The malignant histological types in the validation set
| Agreement set | Not in agreement set | |||
|---|---|---|---|---|
| Total | #Misclassified* | Total | #Misclassified* | |
| Medullary† | 1 | 0 | 2 | 0 |
| Papillary classic | 15 | 0 | 2 | 2 |
| FVPTC, encapsulated | 12 | 0 | 14 | 5 |
| FVPTC, non-encapsulated | 10 | 1 | 0 | 0 |
| FC | 1 | 0 | 2 | 1 |
| PDC | 0 | 0 | 1 | 0 |
| Total‡ | 39 | 1 | 21 | 8 |
*Misclassified as benign.
†The two independent pathologists did not have information regarding immunostaining.
‡One FVPTC sample (in the agreement set and correctly classified) is not included in the table, since there was no information available regarding the encapsulation status.
FC, follicular carcinoma; FVPTC, follicular variant of papillary carcinoma; PDC, poorly differentiated carcinoma.
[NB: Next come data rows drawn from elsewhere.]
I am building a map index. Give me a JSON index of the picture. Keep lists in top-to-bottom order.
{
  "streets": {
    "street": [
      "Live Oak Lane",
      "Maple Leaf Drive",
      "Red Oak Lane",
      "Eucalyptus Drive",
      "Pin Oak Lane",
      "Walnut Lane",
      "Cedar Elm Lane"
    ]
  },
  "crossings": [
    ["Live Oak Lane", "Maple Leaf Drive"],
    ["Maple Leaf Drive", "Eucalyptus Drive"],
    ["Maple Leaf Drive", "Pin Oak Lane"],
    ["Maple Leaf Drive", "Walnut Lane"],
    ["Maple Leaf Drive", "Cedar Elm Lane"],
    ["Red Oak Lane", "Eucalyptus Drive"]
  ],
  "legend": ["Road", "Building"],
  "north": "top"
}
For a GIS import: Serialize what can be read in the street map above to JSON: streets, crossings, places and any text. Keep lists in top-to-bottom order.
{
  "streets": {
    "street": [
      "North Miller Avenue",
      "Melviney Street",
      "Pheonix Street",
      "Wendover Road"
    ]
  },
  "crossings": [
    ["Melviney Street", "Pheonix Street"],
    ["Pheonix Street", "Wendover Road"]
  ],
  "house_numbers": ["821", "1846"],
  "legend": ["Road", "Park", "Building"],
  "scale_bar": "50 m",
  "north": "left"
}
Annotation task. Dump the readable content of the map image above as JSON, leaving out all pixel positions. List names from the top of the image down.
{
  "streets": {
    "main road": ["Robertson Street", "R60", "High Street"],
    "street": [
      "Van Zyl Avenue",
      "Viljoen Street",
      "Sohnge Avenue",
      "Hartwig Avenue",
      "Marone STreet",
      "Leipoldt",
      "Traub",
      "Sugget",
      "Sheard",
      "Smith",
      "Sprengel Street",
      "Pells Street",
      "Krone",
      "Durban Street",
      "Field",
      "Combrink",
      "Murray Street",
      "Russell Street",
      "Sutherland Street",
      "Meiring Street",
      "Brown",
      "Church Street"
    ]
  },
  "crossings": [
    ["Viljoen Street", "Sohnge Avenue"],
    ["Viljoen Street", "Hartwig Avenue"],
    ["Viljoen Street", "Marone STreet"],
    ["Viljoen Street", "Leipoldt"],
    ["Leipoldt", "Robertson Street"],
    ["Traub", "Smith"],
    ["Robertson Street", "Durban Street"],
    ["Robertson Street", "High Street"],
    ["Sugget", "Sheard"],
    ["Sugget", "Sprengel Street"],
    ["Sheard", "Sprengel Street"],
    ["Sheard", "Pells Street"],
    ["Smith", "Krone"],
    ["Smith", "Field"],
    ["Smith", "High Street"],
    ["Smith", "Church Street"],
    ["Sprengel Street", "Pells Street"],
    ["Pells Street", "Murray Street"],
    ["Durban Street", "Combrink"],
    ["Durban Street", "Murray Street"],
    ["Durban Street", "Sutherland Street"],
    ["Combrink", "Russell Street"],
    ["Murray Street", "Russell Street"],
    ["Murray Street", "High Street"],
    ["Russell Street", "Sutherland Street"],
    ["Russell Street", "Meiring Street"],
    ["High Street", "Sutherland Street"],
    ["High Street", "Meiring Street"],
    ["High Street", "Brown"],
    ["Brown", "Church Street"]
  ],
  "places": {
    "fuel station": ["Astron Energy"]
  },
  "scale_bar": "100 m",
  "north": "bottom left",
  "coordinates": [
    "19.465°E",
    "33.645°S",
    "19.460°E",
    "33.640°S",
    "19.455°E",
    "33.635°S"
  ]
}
Figure 3Medullary carcinoma linear discriminant analysis (LDA) step. An LDA classifier based on the expression of hsa-miR-375 is used to differentiate medullary carcinoma samples. All the training medullary carcinoma stained smears and two of the three medullary smears in the test set demonstrate overexpression of hsa-miR-375. Yellow diamonds: malignant non-medullary training samples. Blue squares: benign training samples. Green circles: medullary carcinoma training samples. Red stars: medullary carcinoma validation samples.